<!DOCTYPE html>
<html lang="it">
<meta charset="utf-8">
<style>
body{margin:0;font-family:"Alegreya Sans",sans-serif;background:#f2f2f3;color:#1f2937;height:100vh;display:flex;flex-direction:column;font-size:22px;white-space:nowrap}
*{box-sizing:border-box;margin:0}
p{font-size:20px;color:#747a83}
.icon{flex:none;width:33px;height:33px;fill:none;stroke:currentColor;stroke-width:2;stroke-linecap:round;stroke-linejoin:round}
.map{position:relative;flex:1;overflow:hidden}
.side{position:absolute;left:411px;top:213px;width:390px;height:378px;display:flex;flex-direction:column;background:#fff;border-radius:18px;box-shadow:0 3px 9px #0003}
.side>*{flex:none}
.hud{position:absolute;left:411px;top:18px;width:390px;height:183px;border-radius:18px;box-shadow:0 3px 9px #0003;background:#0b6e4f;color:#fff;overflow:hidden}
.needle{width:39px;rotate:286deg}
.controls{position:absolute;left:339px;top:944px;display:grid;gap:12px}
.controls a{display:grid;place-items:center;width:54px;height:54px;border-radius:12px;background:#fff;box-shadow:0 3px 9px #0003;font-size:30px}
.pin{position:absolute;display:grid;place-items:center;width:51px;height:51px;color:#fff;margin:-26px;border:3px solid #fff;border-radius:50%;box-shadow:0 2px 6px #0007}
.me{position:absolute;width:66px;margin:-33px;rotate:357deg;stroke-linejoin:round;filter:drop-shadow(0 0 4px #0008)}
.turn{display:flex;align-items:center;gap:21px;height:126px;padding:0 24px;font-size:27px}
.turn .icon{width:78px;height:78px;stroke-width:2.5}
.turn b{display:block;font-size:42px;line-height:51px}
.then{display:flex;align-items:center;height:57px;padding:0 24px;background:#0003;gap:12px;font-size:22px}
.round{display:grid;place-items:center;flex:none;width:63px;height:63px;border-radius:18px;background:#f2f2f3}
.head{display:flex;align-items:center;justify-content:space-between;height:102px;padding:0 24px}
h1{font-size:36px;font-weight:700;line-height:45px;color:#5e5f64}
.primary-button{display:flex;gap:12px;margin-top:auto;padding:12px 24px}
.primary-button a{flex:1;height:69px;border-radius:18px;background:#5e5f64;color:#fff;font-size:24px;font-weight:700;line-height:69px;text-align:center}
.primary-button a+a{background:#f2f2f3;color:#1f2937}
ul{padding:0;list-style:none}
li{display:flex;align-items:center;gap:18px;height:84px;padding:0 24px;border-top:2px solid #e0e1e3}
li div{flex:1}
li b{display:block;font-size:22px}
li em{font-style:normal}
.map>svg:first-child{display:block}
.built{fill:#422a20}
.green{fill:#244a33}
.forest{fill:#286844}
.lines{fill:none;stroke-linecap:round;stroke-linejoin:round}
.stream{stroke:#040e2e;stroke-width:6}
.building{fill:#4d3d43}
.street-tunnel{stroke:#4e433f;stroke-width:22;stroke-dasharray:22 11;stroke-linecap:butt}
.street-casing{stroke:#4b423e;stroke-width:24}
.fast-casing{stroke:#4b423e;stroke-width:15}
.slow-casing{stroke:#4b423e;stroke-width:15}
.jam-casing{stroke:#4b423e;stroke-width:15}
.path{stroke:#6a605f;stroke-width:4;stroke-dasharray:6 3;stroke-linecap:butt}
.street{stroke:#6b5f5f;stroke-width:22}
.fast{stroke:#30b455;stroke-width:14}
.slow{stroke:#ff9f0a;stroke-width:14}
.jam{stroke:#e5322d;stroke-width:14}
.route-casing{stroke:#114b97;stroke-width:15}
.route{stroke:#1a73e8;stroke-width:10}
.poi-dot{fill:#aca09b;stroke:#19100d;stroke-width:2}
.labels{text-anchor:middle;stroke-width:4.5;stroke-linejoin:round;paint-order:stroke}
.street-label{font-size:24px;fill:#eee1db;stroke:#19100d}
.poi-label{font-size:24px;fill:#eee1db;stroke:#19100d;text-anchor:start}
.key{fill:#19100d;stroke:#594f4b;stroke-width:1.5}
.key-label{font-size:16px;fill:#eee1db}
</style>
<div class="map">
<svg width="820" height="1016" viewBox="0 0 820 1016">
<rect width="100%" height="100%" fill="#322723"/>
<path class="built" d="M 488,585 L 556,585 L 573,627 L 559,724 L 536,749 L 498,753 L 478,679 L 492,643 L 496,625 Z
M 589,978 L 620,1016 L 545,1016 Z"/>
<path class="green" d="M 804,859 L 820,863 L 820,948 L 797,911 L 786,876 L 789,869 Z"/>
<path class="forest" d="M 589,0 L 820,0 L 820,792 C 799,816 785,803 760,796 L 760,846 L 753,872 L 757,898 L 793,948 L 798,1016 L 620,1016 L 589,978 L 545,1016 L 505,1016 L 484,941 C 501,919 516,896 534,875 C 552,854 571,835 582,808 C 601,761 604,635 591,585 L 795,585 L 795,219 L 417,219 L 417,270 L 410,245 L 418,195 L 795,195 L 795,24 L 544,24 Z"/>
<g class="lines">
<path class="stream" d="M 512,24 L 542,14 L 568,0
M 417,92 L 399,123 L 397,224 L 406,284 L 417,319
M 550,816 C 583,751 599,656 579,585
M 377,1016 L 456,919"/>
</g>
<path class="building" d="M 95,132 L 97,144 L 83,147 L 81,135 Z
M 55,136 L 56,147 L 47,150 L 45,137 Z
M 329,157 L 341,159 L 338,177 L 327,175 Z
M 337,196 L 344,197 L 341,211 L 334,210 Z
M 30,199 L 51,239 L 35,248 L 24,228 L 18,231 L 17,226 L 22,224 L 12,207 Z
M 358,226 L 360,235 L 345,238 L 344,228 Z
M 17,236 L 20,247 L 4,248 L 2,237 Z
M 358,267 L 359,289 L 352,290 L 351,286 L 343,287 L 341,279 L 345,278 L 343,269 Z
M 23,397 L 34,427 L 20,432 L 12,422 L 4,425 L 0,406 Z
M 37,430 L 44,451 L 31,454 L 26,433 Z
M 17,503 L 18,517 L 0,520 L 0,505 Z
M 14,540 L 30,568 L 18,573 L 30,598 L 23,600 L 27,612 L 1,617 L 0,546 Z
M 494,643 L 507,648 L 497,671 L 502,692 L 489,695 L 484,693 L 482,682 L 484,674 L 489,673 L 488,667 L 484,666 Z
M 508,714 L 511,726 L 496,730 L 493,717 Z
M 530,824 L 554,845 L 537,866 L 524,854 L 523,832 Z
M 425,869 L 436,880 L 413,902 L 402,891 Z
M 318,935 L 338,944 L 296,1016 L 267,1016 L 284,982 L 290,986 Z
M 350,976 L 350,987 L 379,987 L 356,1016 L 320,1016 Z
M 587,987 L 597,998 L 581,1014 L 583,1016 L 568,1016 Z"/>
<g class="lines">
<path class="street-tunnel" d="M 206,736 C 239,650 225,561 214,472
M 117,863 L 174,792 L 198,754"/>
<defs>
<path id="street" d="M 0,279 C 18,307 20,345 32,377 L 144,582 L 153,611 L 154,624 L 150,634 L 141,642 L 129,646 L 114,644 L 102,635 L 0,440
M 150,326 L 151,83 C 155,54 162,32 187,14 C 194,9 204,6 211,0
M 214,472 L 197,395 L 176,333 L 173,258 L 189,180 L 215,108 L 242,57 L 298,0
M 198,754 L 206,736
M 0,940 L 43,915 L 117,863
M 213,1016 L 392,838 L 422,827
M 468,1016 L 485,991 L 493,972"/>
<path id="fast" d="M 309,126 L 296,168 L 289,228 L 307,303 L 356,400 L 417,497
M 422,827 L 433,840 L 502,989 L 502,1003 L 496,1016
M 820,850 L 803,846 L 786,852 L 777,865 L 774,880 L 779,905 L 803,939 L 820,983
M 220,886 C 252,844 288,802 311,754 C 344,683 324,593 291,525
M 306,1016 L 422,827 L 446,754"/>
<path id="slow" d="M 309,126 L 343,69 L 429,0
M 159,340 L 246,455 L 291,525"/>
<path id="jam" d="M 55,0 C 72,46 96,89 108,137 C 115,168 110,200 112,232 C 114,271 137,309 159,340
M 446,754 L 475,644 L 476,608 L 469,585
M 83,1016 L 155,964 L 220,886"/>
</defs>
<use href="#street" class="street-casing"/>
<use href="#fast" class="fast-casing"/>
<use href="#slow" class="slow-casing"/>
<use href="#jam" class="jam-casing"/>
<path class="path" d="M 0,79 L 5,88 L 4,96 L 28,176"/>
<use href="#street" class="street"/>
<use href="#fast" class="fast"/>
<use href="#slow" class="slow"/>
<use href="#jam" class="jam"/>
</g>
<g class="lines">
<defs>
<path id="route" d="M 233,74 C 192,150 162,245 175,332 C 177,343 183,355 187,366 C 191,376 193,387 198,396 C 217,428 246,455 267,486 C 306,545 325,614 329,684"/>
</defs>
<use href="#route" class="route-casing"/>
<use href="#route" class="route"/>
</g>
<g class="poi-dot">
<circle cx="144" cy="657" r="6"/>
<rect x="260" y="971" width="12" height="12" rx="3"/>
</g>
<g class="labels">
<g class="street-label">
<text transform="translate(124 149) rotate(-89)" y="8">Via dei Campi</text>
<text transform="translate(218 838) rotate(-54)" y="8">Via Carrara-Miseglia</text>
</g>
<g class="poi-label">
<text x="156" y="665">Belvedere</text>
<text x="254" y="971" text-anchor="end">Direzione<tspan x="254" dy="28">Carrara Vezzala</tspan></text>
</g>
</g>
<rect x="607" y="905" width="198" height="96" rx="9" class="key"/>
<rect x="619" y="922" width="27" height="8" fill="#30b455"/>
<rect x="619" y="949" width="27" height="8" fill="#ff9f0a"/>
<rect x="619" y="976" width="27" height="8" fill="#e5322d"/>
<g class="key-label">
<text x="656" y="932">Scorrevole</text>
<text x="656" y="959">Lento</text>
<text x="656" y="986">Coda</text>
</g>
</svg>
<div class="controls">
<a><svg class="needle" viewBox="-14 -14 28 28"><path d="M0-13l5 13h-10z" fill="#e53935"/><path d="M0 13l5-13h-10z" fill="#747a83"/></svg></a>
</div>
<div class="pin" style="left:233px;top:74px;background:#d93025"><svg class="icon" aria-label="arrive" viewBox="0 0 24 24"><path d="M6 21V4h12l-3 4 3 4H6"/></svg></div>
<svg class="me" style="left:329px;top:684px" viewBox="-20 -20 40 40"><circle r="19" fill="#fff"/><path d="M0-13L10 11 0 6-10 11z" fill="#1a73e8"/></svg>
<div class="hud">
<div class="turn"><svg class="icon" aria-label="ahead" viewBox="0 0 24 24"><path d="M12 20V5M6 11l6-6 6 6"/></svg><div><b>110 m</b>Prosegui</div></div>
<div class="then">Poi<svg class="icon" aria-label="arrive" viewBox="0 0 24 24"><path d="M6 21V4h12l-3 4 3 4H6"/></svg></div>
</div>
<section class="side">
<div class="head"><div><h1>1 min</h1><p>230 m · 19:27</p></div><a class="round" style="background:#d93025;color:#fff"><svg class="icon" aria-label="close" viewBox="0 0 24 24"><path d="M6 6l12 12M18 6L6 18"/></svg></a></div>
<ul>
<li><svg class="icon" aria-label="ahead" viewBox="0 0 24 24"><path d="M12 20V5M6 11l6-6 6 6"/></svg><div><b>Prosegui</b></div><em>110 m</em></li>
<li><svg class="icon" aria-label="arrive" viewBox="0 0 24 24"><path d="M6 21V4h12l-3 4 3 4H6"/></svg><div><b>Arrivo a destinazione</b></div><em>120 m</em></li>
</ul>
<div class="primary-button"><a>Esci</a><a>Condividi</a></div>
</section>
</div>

_What the task requires_
Reading through the records above, report each line in which the string "labels" is found.

_Written response_
.labels{text-anchor:middle;stroke-width:4.5;stroke-linejoin:round;paint-order:stroke}
<g class="labels">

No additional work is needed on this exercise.